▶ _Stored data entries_
· · · · · · ·
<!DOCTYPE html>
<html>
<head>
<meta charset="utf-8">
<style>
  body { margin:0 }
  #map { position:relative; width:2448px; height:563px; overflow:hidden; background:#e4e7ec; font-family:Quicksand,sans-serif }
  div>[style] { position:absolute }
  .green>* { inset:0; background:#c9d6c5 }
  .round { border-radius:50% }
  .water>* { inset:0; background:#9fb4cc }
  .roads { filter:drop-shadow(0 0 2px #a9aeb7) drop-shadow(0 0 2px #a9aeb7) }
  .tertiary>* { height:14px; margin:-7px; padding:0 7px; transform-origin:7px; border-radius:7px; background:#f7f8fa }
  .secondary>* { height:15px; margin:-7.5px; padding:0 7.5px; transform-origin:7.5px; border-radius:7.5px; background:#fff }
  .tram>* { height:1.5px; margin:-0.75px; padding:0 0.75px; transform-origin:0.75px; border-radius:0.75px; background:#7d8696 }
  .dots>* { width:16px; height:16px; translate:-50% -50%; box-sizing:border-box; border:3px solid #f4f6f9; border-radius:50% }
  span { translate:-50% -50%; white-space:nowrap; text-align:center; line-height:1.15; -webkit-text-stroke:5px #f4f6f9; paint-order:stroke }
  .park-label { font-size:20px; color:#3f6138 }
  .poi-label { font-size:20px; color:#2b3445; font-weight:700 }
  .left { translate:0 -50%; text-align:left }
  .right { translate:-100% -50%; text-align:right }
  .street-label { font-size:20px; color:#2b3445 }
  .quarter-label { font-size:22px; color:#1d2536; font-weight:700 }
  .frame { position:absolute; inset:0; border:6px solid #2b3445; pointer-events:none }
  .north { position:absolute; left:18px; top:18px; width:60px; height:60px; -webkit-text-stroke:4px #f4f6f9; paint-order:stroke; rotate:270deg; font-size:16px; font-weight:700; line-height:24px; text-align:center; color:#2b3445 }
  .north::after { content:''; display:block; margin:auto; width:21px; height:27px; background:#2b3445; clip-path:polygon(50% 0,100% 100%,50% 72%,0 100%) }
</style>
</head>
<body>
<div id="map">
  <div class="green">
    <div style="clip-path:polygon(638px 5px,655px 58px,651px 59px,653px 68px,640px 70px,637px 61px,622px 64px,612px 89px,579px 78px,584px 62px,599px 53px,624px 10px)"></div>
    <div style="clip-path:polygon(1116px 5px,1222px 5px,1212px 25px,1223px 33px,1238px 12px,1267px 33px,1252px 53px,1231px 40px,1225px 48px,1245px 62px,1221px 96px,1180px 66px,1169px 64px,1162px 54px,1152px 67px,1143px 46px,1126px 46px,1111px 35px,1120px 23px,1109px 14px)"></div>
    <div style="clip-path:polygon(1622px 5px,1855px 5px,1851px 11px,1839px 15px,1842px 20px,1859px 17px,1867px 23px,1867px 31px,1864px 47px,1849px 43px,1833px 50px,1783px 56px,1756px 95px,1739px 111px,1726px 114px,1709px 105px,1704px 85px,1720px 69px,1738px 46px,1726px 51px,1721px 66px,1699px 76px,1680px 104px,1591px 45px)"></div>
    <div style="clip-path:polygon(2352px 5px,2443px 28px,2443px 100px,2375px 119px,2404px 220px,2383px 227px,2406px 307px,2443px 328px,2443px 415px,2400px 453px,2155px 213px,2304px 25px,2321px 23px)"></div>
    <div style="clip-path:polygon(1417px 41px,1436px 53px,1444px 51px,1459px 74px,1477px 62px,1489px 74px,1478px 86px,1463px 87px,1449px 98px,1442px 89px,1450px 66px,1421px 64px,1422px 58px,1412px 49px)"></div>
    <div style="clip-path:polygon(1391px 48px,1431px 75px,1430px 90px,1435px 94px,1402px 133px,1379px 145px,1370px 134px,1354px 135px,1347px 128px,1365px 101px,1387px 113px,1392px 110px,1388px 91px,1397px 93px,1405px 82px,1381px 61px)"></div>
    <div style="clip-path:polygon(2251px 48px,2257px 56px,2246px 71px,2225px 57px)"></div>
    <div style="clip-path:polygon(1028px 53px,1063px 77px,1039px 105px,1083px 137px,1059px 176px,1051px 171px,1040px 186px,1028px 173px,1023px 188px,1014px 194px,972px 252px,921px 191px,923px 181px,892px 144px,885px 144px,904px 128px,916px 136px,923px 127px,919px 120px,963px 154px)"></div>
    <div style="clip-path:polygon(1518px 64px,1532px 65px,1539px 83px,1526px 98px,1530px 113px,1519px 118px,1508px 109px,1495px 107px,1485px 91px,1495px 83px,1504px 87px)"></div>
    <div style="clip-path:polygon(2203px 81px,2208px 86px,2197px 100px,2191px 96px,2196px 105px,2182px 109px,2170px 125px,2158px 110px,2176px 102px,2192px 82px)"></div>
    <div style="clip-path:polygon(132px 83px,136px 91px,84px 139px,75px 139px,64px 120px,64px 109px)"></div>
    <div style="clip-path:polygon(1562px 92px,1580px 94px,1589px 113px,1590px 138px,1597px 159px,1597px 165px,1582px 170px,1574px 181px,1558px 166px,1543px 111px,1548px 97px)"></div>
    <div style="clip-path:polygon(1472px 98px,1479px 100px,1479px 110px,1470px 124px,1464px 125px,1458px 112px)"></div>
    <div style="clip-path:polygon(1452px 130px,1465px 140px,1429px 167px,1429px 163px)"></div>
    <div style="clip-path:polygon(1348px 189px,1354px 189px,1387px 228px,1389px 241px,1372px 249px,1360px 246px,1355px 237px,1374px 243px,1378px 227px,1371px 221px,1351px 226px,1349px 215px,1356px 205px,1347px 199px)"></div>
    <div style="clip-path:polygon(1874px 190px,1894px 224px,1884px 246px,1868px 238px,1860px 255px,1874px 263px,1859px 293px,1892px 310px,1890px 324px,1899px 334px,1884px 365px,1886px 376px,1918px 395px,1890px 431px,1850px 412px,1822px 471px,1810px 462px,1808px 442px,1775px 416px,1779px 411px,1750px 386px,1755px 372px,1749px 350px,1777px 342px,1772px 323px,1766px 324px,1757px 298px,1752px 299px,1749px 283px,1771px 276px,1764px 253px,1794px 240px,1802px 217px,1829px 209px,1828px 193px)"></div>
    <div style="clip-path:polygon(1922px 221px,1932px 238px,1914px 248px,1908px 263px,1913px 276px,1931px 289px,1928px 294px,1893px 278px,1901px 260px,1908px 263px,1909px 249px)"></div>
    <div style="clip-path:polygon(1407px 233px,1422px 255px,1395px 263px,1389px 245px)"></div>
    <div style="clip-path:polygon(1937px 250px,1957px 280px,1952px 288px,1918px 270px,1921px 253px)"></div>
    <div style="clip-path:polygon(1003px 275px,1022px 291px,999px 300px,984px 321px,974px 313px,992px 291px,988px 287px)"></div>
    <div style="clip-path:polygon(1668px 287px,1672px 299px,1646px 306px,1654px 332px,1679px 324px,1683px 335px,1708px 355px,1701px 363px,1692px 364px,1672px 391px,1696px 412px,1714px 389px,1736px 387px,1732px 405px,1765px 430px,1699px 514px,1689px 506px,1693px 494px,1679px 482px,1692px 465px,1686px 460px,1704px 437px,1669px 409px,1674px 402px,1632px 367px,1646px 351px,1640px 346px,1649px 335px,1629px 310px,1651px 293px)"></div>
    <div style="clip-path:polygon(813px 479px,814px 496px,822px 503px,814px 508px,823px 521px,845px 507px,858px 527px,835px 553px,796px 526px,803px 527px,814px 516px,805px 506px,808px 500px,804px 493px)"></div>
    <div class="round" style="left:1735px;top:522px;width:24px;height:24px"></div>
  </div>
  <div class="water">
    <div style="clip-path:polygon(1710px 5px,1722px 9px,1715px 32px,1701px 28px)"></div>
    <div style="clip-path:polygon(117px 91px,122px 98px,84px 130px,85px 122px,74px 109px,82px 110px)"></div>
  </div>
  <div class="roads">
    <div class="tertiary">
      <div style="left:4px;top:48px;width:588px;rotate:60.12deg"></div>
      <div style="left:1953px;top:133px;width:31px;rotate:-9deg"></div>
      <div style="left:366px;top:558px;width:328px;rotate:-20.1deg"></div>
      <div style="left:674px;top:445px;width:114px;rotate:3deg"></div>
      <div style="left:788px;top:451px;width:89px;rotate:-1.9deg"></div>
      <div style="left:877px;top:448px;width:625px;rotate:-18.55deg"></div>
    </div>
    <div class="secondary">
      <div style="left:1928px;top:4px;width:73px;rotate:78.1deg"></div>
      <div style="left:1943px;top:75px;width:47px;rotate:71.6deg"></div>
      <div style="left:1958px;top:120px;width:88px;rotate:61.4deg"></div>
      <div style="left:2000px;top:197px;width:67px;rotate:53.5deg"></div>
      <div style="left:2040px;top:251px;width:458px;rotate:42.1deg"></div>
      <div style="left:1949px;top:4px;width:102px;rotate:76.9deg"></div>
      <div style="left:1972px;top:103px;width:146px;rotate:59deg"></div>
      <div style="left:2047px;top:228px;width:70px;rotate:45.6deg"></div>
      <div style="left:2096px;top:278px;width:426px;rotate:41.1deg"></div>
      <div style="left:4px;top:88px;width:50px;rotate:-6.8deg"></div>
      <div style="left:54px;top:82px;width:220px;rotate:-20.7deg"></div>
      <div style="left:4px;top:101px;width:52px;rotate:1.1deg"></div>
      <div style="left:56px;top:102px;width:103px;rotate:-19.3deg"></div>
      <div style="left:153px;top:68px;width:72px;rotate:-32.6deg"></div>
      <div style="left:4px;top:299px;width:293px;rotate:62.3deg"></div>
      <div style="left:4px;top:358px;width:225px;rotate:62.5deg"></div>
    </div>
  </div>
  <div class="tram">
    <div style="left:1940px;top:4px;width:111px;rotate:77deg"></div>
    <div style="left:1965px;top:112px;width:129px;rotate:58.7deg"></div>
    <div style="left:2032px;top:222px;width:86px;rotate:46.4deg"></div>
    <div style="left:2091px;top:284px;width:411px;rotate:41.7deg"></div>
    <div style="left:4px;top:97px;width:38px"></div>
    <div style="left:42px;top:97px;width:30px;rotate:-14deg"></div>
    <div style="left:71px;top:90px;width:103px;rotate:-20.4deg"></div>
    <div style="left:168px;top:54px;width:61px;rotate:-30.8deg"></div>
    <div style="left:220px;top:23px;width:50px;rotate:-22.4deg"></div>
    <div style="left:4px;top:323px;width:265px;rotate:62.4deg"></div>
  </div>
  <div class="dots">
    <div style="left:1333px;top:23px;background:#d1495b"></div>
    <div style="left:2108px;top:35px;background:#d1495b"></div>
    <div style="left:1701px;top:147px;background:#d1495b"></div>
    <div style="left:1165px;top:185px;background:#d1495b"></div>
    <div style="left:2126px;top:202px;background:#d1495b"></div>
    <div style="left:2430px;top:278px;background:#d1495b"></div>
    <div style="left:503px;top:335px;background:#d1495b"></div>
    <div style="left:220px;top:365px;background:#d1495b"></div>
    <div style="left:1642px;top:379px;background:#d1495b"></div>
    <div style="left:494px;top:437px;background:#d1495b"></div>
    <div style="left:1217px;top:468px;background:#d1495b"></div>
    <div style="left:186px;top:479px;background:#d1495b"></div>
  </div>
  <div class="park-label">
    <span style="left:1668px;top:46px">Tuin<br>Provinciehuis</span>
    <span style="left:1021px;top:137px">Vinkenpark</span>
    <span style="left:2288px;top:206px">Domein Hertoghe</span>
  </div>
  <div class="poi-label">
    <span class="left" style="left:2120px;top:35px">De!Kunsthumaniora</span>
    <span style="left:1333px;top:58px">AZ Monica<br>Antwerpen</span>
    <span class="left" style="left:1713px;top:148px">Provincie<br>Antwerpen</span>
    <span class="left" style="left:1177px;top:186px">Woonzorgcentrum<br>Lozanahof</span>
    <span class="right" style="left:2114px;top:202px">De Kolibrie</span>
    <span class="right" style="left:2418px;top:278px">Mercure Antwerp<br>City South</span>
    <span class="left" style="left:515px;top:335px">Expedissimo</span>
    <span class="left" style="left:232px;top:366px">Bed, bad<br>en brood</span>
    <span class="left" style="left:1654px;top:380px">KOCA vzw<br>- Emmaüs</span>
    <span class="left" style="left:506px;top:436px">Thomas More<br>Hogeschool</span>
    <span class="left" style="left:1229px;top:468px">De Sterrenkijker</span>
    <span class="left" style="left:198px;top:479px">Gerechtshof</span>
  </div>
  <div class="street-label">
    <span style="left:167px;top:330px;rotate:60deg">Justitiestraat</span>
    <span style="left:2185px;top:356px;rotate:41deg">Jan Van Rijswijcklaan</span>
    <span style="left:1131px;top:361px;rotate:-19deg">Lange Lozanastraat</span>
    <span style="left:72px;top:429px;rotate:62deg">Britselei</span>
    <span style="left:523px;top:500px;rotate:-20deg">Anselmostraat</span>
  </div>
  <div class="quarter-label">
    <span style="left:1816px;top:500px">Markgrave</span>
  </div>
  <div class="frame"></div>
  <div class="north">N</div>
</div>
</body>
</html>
· · · · · · ·
▶ _Your instructions_
Using the entries shown above, reproduce verbatim the lines from the line bearing "height:14px; margin:-7px; padding:0" to the line bearing "width:16px; height:16px; translate:-50%", inclusive.

▶ _Your solution_
  .tertiary>* { height:14px; margin:-7px; padding:0 7px; transform-origin:7px; border-radius:7px; background:#f7f8fa }
  .secondary>* { height:15px; margin:-7.5px; padding:0 7.5px; transform-origin:7.5px; border-radius:7.5px; background:#fff }
  .tram>* { height:1.5px; margin:-0.75px; padding:0 0.75px; transform-origin:0.75px; border-radius:0.75px; background:#7d8696 }
  .dots>* { width:16px; height:16px; translate:-50% -50%; box-sizing:border-box; border:3px solid #f4f6f9; border-radius:50% }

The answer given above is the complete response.